Max Bygraves ~ Fings Ain’t Wot They Used To Be

I Wanna Tell You A Story!

Walter Bygraves was born one of six children in the docklands of south east London and his father was a boxer, he came from a poor council estate background and his is a story of  rags to riches steeped in music hall tradition. When he joined the RAF he used to impersonate Max Miller and that is where he picked up his nickname Max. My nan & grandad once told me he started his career singing in the Beacon pub in my home town Dagenham. Wonder if that is true!

Max had been making a name for himself on the BBC radio show “Educating  Archie” with the catch phrase “Good Idea, Son!” but in 1954 the British Hit Parade came into being and that year was a stellar year for young comic Max with hits with the Tanner Sisters ” Friends & Neighbours” and on his own with “Heart Of My Heart” and the classic ” Gilly Gilly Ossenfeffer Katzenellen Bogen By The Sea” which became a firm family favourite in our house. Also making her UK chart debut that year was Petula Clark with her song “The Little Shoemaker”.

One of my favourites as a kiddie was ” You’re A Pink Tooth Brush” which was on the radio a lot and I  met one of the writers of the song in the mid 80’s who was a fine old gentleman by the name of Bob Halfin who was working as a music publisher for a company called Campbell &  Connelly which sounded like a firm of solicitors but was one of the oldest music publishing companies in Britain.

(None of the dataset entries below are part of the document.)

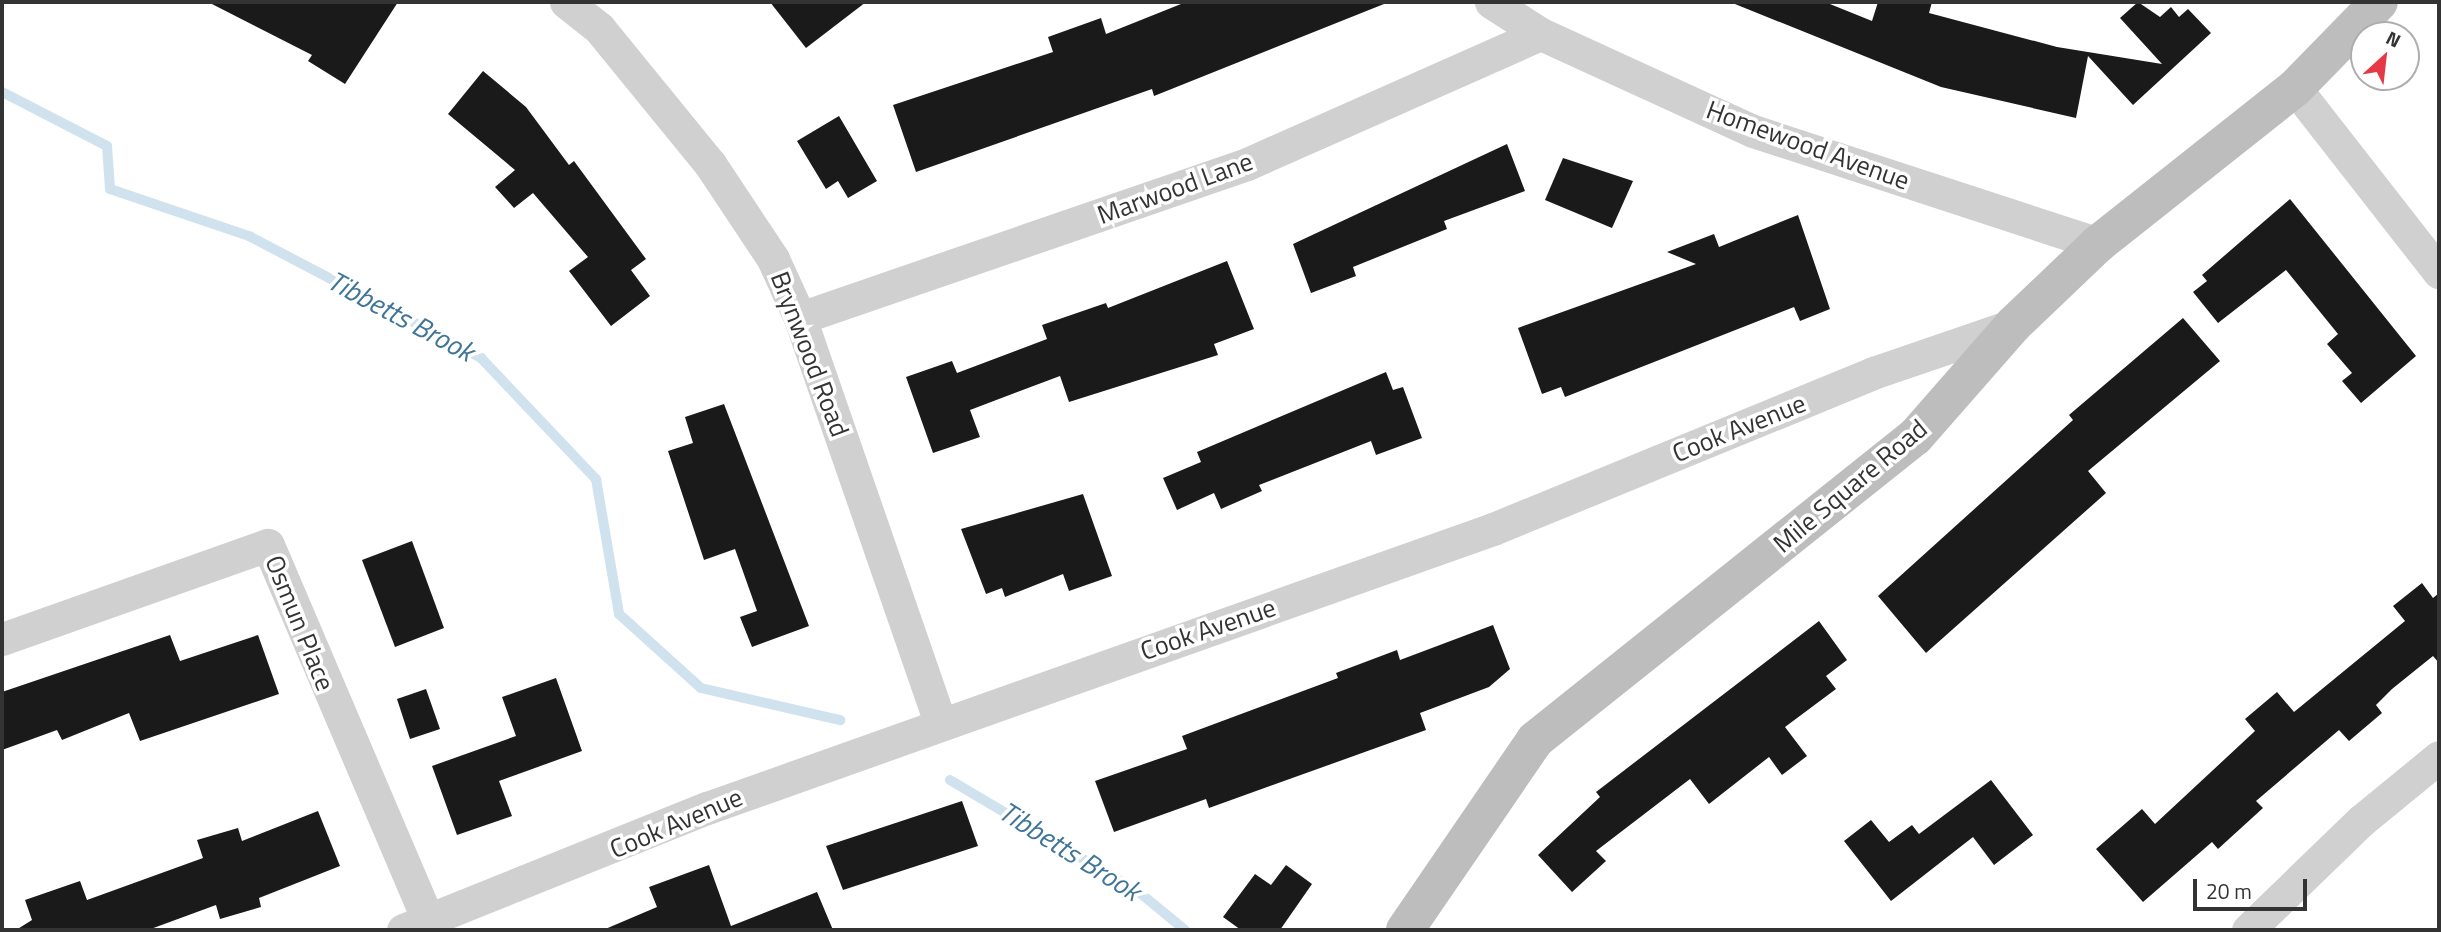 <!DOCTYPE html>
<html>
<head>
<meta charset="utf-8">
<style>
	body { margin:0 }
	#map { position:relative; width:2441px; height:932px; overflow:hidden; background:#fff; font-family:"Titillium Web",sans-serif }
	div>[style] { position:absolute }
	.stream>* { height:10px; margin:-5px; padding:0 5px; transform-origin:5px; border-radius:5px; background:#cfe2ee }
	.building>* { inset:0; background:#1a1a1a }
	.street>* { height:33px; margin:-16.5px; padding:0 16.5px; transform-origin:16.5px; border-radius:16.5px; background:#d0d0d0 }
	.secondary>* { height:38px; margin:-19px; padding:0 19px; transform-origin:19px; border-radius:19px; background:#bdbdbd }
	span { translate:-50% -50%; white-space:nowrap; text-align:center; line-height:1.15; -webkit-text-stroke:7px #fff; paint-order:stroke }
	.street-label { font-size:26px; color:#333 }
	.water-label { font-size:28px; color:#3f7597; font-style:italic }
	.frame { position:absolute; inset:0; border:4px solid #333; pointer-events:none }
	.north { position:absolute; left:2350px; top:21px; width:70px; height:70px; box-sizing:border-box; background:#fff; border:2px solid #adadad; border-radius:50%; rotate:27deg; font-size:19px; font-weight:700; line-height:28px; text-align:center; color:#333 }
	.north::after { content:''; display:block; margin:auto; width:24px; height:32px; background:#e63946; clip-path:polygon(50% 0,100% 100%,50% 72%,0 100%) }
	.scale { position:absolute; left:2193px; top:879px; width:114px; height:32px; box-sizing:border-box; border:4px solid #333; border-top:0; padding-left:9px; font-size:21px; line-height:24px; white-space:nowrap; color:#333; -webkit-text-stroke:5px #fff; paint-order:stroke }
</style>
</head>
<body>
<div id="map">
	<div class="stream">
		<i style="left:2px;top:92px;width:118px;rotate:27.2deg"></i>
		<i style="left:107px;top:146px;width:43px;rotate:86deg"></i>
		<i style="left:110px;top:189px;width:147px;rotate:18.7deg"></i>
		<i style="left:249px;top:236px;width:262px;rotate:27.7deg"></i>
		<i style="left:481px;top:358px;width:167px;rotate:46.5deg"></i>
		<i style="left:596px;top:479px;width:137px;rotate:80.3deg"></i>
		<i style="left:619px;top:614px;width:110px;rotate:42.1deg"></i>
		<i style="left:701px;top:688px;width:143px;rotate:13deg"></i>
		<i style="left:950px;top:780px;width:221px;rotate:30.7deg"></i>
		<i style="left:1140px;top:893px;width:58px;rotate:39.4deg"></i>
	</div>
	<div class="building">
		<i style="clip-path:polygon(208px 2px,398px 2px,345px 84px,308px 61px,312px 55px)"></i>
		<i style="clip-path:polygon(770px 2px,866px 2px,806px 48px)"></i>
		<i style="clip-path:polygon(1186px 2px,1384px 4px,1154px 96px,1152px 89px,916px 172px,893px 105px,1053px 52px,1048px 37px,1101px 18px,1106px 34px)"></i>
		<i style="clip-path:polygon(1730px 2px,1825px 2px,1872px 21px,1878px 2px,1932px 2px,1929px 13px,2057px 47px,2162px 64px,2120px 18px,2138px 2px,2160px 17px,2171px 7px,2179px 17px,2188px 9px,2211px 33px,2133px 105px,2088px 56px,2076px 118px,1941px 87px)"></i>
		<i style="clip-path:polygon(483px 71px,526px 107px,569px 165px,574px 161px,646px 259px,631px 270px,650px 296px,611px 326px,569px 271px,588px 257px,533px 193px,514px 208px,495px 187px,515px 170px,448px 114px)"></i>
		<i style="clip-path:polygon(839px 116px,877px 181px,848px 198px,838px 181px,826px 189px,797px 141px)"></i>
		<i style="clip-path:polygon(1507px 144px,1525px 191px,1444px 221px,1447px 229px,1353px 267px,1356px 276px,1311px 293px,1293px 244px)"></i>
		<i style="clip-path:polygon(1563px 158px,1633px 181px,1612px 228px,1545px 200px)"></i>
		<i style="clip-path:polygon(2290px 199px,2416px 356px,2361px 403px,2342px 381px,2352px 373px,2327px 344px,2338px 334px,2286px 270px,2218px 323px,2193px 292px,2207px 281px,2202px 275px)"></i>
		<i style="clip-path:polygon(1798px 215px,1830px 309px,1800px 321px,1794px 307px,1565px 397px,1561px 387px,1542px 394px,1518px 328px,1696px 264px,1667px 252px,1714px 234px,1719px 247px)"></i>
		<i style="clip-path:polygon(1227px 261px,1254px 329px,1214px 344px,1218px 355px,1069px 402px,1060px 376px,970px 410px,980px 437px,933px 453px,906px 377px,952px 361px,957px 373px,1047px 339px,1042px 325px,1106px 303px,1108px 308px)"></i>
		<i style="clip-path:polygon(2183px 318px,2220px 361px,2088px 471px,2106px 493px,1926px 653px,1878px 596px,2073px 420px,2069px 415px)"></i>
		<i style="clip-path:polygon(1386px 372px,1393px 390px,1403px 387px,1422px 438px,1376px 455px,1371px 441px,1259px 485px,1262px 491px,1221px 509px,1214px 493px,1177px 510px,1163px 478px,1201px 462px,1197px 452px)"></i>
		<i style="clip-path:polygon(724px 404px,809px 626px,752px 647px,740px 617px,757px 611px,735px 549px,704px 560px,668px 451px,693px 443px,685px 417px)"></i>
		<i style="clip-path:polygon(1083px 494px,1112px 576px,1069px 591px,1063px 574px,1005px 597px,1002px 588px,986px 594px,961px 529px)"></i>
		<i style="clip-path:polygon(412px 541px,444px 628px,395px 647px,362px 560px)"></i>
		<i style="clip-path:polygon(2422px 583px,2433px 598px,2439px 593px,2439px 663px,2433px 656px,2392px 689px,2376px 705px,2382px 713px,2349px 741px,2339px 730px,2256px 801px,2263px 808px,2218px 849px,2212px 842px,2143px 902px,2096px 849px,2142px 809px,2155px 824px,2255px 731px,2245px 719px,2277px 692px,2294px 712px,2405px 621px,2393px 606px)"></i>
		<i style="clip-path:polygon(1819px 621px,1847px 660px,1826px 676px,1836px 689px,1785px 727px,1807px 756px,1782px 775px,1769px 757px,1709px 804px,1690px 779px,1596px 851px,1606px 861px,1572px 892px,1538px 855px,1600px 797px,1596px 792px)"></i>
		<i style="clip-path:polygon(1493px 625px,1510px 669px,1489px 687px,1420px 713px,1426px 730px,1209px 808px,1206px 799px,1114px 832px,1095px 781px,1187px 749px,1182px 736px,1338px 678px,1336px 673px,1397px 650px,1400px 660px)"></i>
		<i style="clip-path:polygon(170px 635px,180px 661px,258px 635px,279px 694px,140px 741px,129px 713px,62px 740px,57px 730px,2px 750px,2px 692px)"></i>
		<i style="clip-path:polygon(556px 678px,582px 751px,499px 781px,512px 816px,457px 835px,432px 766px,516px 736px,502px 697px)"></i>
		<i style="clip-path:polygon(426px 689px,440px 729px,410px 739px,397px 699px)"></i>
		<i style="clip-path:polygon(1991px 780px,2033px 835px,1994px 865px,1973px 837px,1891px 901px,1844px 841px,1871px 820px,1889px 842px,1912px 825px,1919px 834px)"></i>
		<i style="clip-path:polygon(962px 801px,978px 846px,843px 890px,826px 846px)"></i>
		<i style="clip-path:polygon(318px 811px,340px 866px,259px 898px,261px 907px,220px 919px,216px 905px,148px 930px,16px 930px,32px 920px,25px 900px,80px 881px,87px 900px,203px 858px,197px 840px,238px 828px,242px 841px)"></i>
		<i style="clip-path:polygon(709px 865px,731px 926px,817px 892px,833px 930px,603px 930px,657px 907px,649px 887px)"></i>
		<i style="clip-path:polygon(1286px 865px,1312px 884px,1280px 930px,1241px 930px,1223px 917px,1255px 874px,1271px 885px)"></i>
	</div>
	<div class="street">
		<i style="left:566px;top:2px;width:42px;rotate:38.2deg"></i>
		<i style="left:599px;top:28px;width:176px;rotate:50.8deg"></i>
		<i style="left:710px;top:164px;width:114px;rotate:56.4deg"></i>
		<i style="left:773px;top:259px;width:65px;rotate:65.4deg"></i>
		<i style="left:800px;top:318px;width:429px;rotate:70.9deg"></i>
		<i style="left:1491px;top:2px;width:59px;rotate:32.6deg"></i>
		<i style="left:1541px;top:34px;width:233px;rotate:24.6deg"></i>
		<i style="left:1753px;top:131px;width:363px;rotate:18.1deg"></i>
		<i style="left:2295px;top:88px;width:234px;rotate:52deg"></i>
		<i style="left:800px;top:318px;width:473px;rotate:-19deg"></i>
		<i style="left:1247px;top:164px;width:321px;rotate:-23.9deg"></i>
		<i style="left:2px;top:639px;width:282px;rotate:-19.5deg"></i>
		<i style="left:268px;top:545px;width:409px;rotate:66.9deg"></i>
		<i style="left:403px;top:930px;width:328px;rotate:-21.9deg"></i>
		<i style="left:707px;top:808px;width:834px;rotate:-19.54deg"></i>
		<i style="left:1493px;top:529px;width:411px;rotate:-22.3deg"></i>
		<i style="left:1873px;top:373px;width:148px;rotate:-18.9deg"></i>
		<i style="left:2248px;top:930px;width:158px;rotate:-44deg"></i>
		<i style="left:2362px;top:820px;width:99px;rotate:-39.3deg"></i>
	</div>
	<div class="secondary">
		<i style="left:1405px;top:930px;width:230px;rotate:-55.6deg"></i>
		<i style="left:1535px;top:740px;width:486px;rotate:-38.6deg"></i>
		<i style="left:1915px;top:437px;width:149px;rotate:-48.8deg"></i>
		<i style="left:2013px;top:325px;width:117px;rotate:-43.6deg"></i>
		<i style="left:2098px;top:244px;width:251px;rotate:-38.4deg"></i>
		<i style="left:2295px;top:88px;width:120px;rotate:-45.7deg"></i>
	</div>
	<div class="street-label">
		<span style="left:1808px;top:145px;rotate:20deg">Homewood Avenue</span>
		<span style="left:1175px;top:188px;rotate:-20deg">Marwood Lane</span>
		<span style="left:810px;top:354px;rotate:69deg">Brynwood Road</span>
		<span style="left:1739px;top:428px;rotate:-22deg">Cook Avenue</span>
		<span style="left:1850px;top:486px;rotate:-40deg">Mile Square Road</span>
		<span style="left:300px;top:623px;rotate:68deg">Osmun Place</span>
		<span style="left:1208px;top:629px;rotate:-19deg">Cook Avenue</span>
		<span style="left:676px;top:823px;rotate:-23deg">Cook Avenue</span>
	</div>
	<div class="water-label">
		<span style="left:401px;top:316px;rotate:28deg">Tibbetts Brook</span>
		<span style="left:1070px;top:851px;rotate:32deg">Tibbetts Brook</span>
	</div>
	<div class="frame"></div>
	<div class="north">N</div>
	<div class="scale">20 m</div>
</div>
</body>
</html> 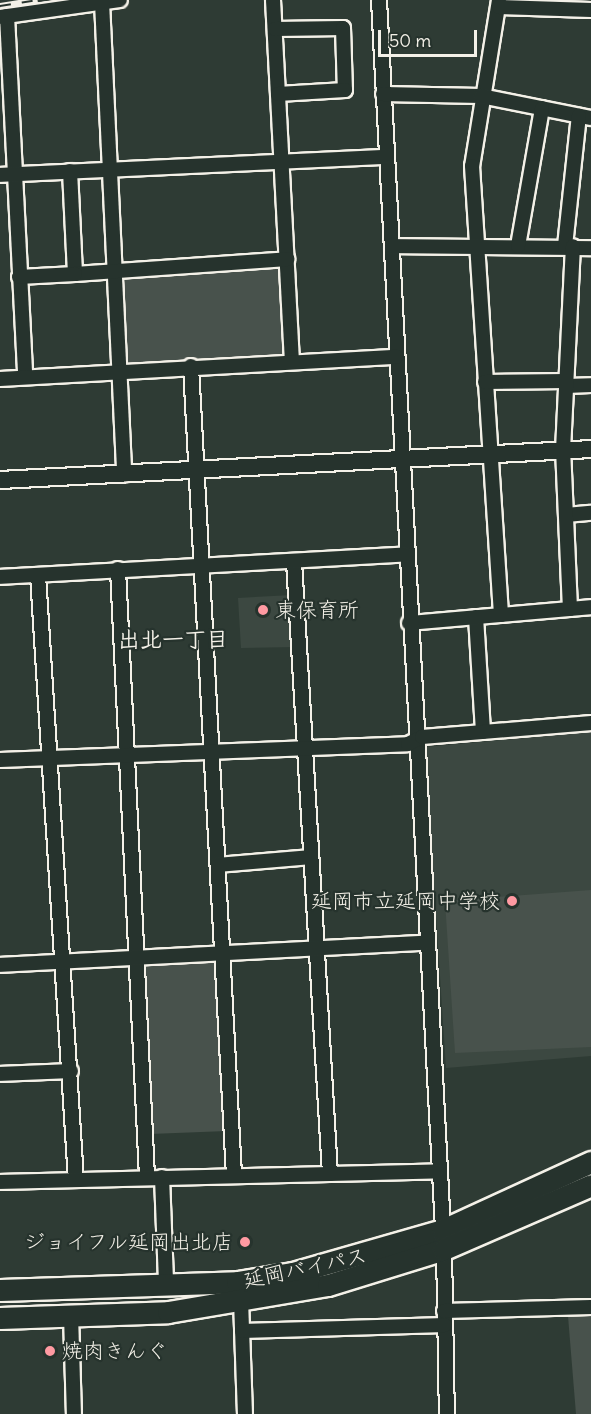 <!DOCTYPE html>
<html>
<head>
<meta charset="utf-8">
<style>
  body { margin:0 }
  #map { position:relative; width:591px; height:1414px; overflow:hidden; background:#2e3b34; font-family:Delius,"Klee One",sans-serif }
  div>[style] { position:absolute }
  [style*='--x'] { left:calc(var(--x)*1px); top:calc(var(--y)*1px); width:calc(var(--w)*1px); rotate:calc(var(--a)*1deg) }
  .built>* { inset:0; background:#3c4841 }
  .green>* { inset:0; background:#48524c }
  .roads { filter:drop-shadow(2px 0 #f4f1e8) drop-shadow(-2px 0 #f4f1e8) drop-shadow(0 2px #f4f1e8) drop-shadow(0 -2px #f4f1e8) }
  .minor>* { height:14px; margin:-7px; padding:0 7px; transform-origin:7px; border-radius:7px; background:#26332d }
  .tertiary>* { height:16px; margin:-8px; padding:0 8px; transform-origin:8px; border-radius:8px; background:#26332d }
  .trunk>* { height:21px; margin:-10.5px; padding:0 10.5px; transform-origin:10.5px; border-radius:10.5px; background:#26332d }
  .rail>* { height:6px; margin-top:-3px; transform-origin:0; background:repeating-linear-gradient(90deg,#26332d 0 11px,#f4f1e8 0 22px); box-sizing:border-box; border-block:2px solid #f4f1e8 }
  .dots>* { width:16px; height:16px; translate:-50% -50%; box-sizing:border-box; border:3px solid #26332d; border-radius:50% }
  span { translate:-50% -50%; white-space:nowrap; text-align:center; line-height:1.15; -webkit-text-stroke:4.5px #26332d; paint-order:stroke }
  .poi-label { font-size:21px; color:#f4f1e8 }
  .left { translate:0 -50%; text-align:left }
  .right { translate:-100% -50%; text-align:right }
  .street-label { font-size:21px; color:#f4f1e8 }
  .neighbourhood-label { font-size:22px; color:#f4f1e8; font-weight:700 }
  .scale { position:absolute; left:378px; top:30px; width:99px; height:27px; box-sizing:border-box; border:3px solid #f4f1e8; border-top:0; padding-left:8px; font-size:18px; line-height:21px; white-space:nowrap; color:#f4f1e8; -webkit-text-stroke:4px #26332d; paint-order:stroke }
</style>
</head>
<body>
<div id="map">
  <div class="built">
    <div style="clip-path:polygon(292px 595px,295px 647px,241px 648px,238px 598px)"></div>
    <div style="clip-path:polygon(591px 732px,591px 1056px,446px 1068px,425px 747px)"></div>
  </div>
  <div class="green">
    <div style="clip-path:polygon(281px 265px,285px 354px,124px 365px,120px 274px)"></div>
    <div style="clip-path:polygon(591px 890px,591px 1047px,455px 1053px,445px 901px)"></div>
    <div style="clip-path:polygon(218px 958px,227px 1131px,150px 1134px,145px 962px)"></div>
    <div style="clip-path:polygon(591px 1315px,591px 1414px,576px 1414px,568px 1316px)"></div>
  </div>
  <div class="roads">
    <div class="minor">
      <div style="--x:273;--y:0;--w:361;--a:87"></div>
      <div style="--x:379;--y:0;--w:1251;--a:87.02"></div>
      <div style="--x:444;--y:1249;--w:165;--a:89"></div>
      <div style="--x:499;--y:0;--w:168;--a:99.2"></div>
      <div style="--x:472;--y:166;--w:450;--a:86.3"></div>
      <div style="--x:102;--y:2;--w:473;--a:87.3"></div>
      <div style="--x:499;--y:7;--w:92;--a:1.9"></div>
      <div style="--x:7;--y:16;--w:361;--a:87.1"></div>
      <div style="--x:0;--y:17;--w:121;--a:-8.1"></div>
      <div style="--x:275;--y:29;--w:68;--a:-0.8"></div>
      <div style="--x:343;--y:28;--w:62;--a:88.2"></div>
      <div style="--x:345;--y:90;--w:67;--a:176.6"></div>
      <div style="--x:383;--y:94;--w:98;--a:1.2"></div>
      <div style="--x:481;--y:96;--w:112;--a:11.3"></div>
      <div style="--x:70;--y:171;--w:103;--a:87.2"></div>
      <div style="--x:75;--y:274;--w:213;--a:-4"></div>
      <div style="--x:0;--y:175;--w:386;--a:-2.7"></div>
      <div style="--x:392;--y:246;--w:199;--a:0.6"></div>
      <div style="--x:518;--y:246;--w:140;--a:-80.1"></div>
      <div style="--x:565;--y:246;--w:131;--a:-83.9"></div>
      <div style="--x:19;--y:277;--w:56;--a:-3.1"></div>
      <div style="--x:191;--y:366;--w:811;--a:86.96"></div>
      <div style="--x:0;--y:379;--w:397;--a:-3.2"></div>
      <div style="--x:485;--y:382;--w:81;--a:-0.7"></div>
      <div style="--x:566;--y:386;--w:25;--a:-2"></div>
      <div style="--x:566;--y:515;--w:25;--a:-5"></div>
      <div style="--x:294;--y:561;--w:614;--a:86.64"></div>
      <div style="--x:118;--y:569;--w:610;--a:87.27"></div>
      <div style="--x:38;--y:575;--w:606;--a:86.41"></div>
      <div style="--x:0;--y:577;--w:407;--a:-3.2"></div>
      <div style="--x:570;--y:609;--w:159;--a:-92.5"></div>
      <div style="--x:563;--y:450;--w:204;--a:-87.2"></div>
      <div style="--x:476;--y:617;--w:115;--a:86.5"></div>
      <div style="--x:409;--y:623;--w:183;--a:-5"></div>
      <div style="--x:0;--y:760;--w:408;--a:-2.2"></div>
      <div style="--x:408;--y:744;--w:16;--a:-27"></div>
      <div style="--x:422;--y:737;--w:170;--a:-4.7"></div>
      <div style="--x:218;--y:865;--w:93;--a:-4.9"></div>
      <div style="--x:0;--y:965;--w:427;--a:-3"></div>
      <div style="--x:0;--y:1074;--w:71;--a:-2.4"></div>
      <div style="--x:162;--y:1177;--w:106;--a:87.8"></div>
      <div style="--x:0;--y:1182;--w:437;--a:-1.4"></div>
      <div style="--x:241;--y:1300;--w:114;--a:88"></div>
      <div style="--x:444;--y:1311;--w:147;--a:-1.6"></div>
      <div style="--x:71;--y:1315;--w:99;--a:88.3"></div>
      <div style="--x:242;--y:1331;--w:203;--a:-1.7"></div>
    </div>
    <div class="tertiary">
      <div style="--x:0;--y:480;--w:592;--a:-3"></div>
    </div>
    <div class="trunk">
      <div style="--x:0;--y:1290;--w:237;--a:-1.9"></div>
      <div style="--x:237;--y:1282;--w:57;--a:-9.1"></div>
      <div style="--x:293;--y:1273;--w:156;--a:-16"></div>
      <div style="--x:443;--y:1230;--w:163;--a:-24.7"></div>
      <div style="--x:0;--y:1318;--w:168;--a:-2"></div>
      <div style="--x:168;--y:1312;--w:162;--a:-9.6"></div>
      <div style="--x:328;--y:1285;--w:121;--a:-17.2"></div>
      <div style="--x:444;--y:1249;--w:160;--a:-23.5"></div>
    </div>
  </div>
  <div class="rail">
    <div style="--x:0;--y:6;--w:38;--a:-9"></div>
  </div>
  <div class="dots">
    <div style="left:263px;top:610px;background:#ff9aa2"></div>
    <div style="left:512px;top:901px;background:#ff9aa2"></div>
    <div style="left:245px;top:1242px;background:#ff9aa2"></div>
    <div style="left:50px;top:1351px;background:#ff9aa2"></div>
  </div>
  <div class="poi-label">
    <span class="left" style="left:275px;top:610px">東保育所</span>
    <span class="right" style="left:500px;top:901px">延岡市立延岡中学校</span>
    <span class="right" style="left:233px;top:1242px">ジョイフル延岡出北店</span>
    <span class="left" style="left:62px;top:1351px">焼肉きんぐ</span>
  </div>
  <div class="street-label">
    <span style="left:305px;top:1268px;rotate:-12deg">延岡バイパス</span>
  </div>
  <div class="neighbourhood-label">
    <span style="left:173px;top:640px">出北一丁目</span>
  </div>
  <div class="scale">50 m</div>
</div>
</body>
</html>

Over the next couple of years Max appeared in the charts with “Heart” & “Meet Me On The Corner”. In May 1958 he hit No.3 big on the chart with “You Need Hands’ c/w “Tulips From Amsterdam” which became his theme tunes, both songs staying on the charts for 21 weeks that summer and selling over a million copies. At Christmas ’59 Max returned with the Christmas song “Jingle Bell Rock” .                    

In 1960 Bygraves bought the rights to an unknown song that he liked one of the songs from ~ The musical was “Oliver” written by Lionel Bart and the song was “Fings Ain’t Wot They Used To Be” and after that he never had to count his pennies again!

In the 70’s Max Bygraves enjoyed huge success with his Sing~Along~With Max albums on Pye Records which drew heavily from the nostalgia of music hall of the family medley sing~song! and he dented the charts again in 1973 with the Wink Martindale classic “Deck of Cards”.  Few British all round entertainers have been more loved.                     

I was lucky enough to meet Max Bygraves when one day he parked his beautiful Rolls Royce next to my wreck at ATV House in Marble Arch and he got out said hello and shook my hand.

I will never forget the number plate on the Rolls ~ it was MB 1. Years later Mercedes Benz offered Max one million pounds for that number plate and he turned them down.

When he was awarded the OBE his friend Eric Skyes rang him to asked him if he knew what the intitals OBE stood for! “No” said Max ~ “Over Blinkin’ Eighty” replied Eric.

Great little story from 2003 was that an Oxfam charity shop in Kent banned Max Bygraves records from the shop because they had too many of them already! Good Idea Son!